Intracellular fusion of sequentially formed endocytic compartments

A polyclonal anti-fluorescein antibody (AFA) which quenches fluorescein fluorescence has been used to distinguish between two models of intracellular vesicle traffic. These models address the question of whether sequentially endocytosed probes will mix intracellularly or whether they are carried through the cell in a sequential, isolated manner. Using transferrin (Tf) as a recycling receptor marker, we incubated Chinese hamster ovary (CHO) cells with fluorescein-Tf (F-Tf) which is rapidly endocytosed. After the F-Tf was completely cleared from the surface, AFA was added to the incubation medium and entered endocytic compartments by fluid phase endocytosis. Fusion of a vesicle containing AFA with the compartment containing F-Tf results in binding of AFA to fluorescein and the quenching of fluorescein fluorescence. When AFA was added to the culture medium 2 min after clearance of F-Tf from the surface, time dependent fluorescence quenching occurred. After 20 min, 67% saturation of F-Tf with AFA was observed.
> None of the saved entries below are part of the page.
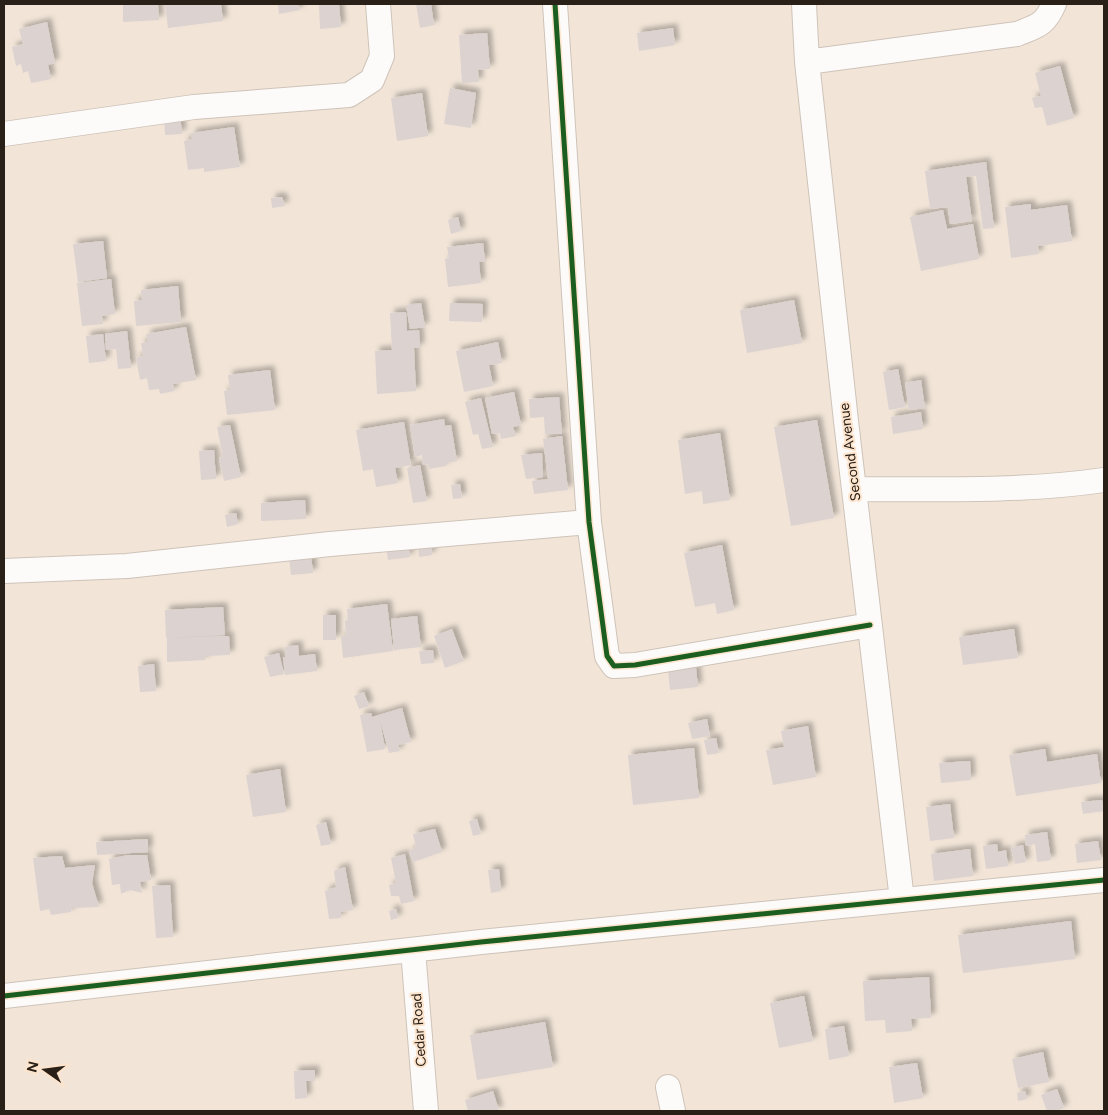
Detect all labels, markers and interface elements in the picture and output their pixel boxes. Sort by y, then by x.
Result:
street label: Second Avenue [836,402,864,502]
street label: Cedar Road [408,993,430,1067]
north arrow [20,1045,70,1095]
text: N [23,1060,42,1074]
When the interval between F-Tf clearance and AFA addition was increased to 5 min only 41% saturation of F-Tf was found. These data indicate that there are some compartments which are accessible for mixing with subsequently endocytosed molecules, but the efficiency of mixing falls off rapidly as the interval between pulses is increased. In CHO cells Tf swiftly segregates to a collection of vesicles or tubules in the para-Golgi region, and at steady state most of the F-Tf is in this compartment. Using digital image analysis to quantify quenching in this region, we have found that F-Tf/AFA mixing is occurring either within this compartment or before transferrin enters it.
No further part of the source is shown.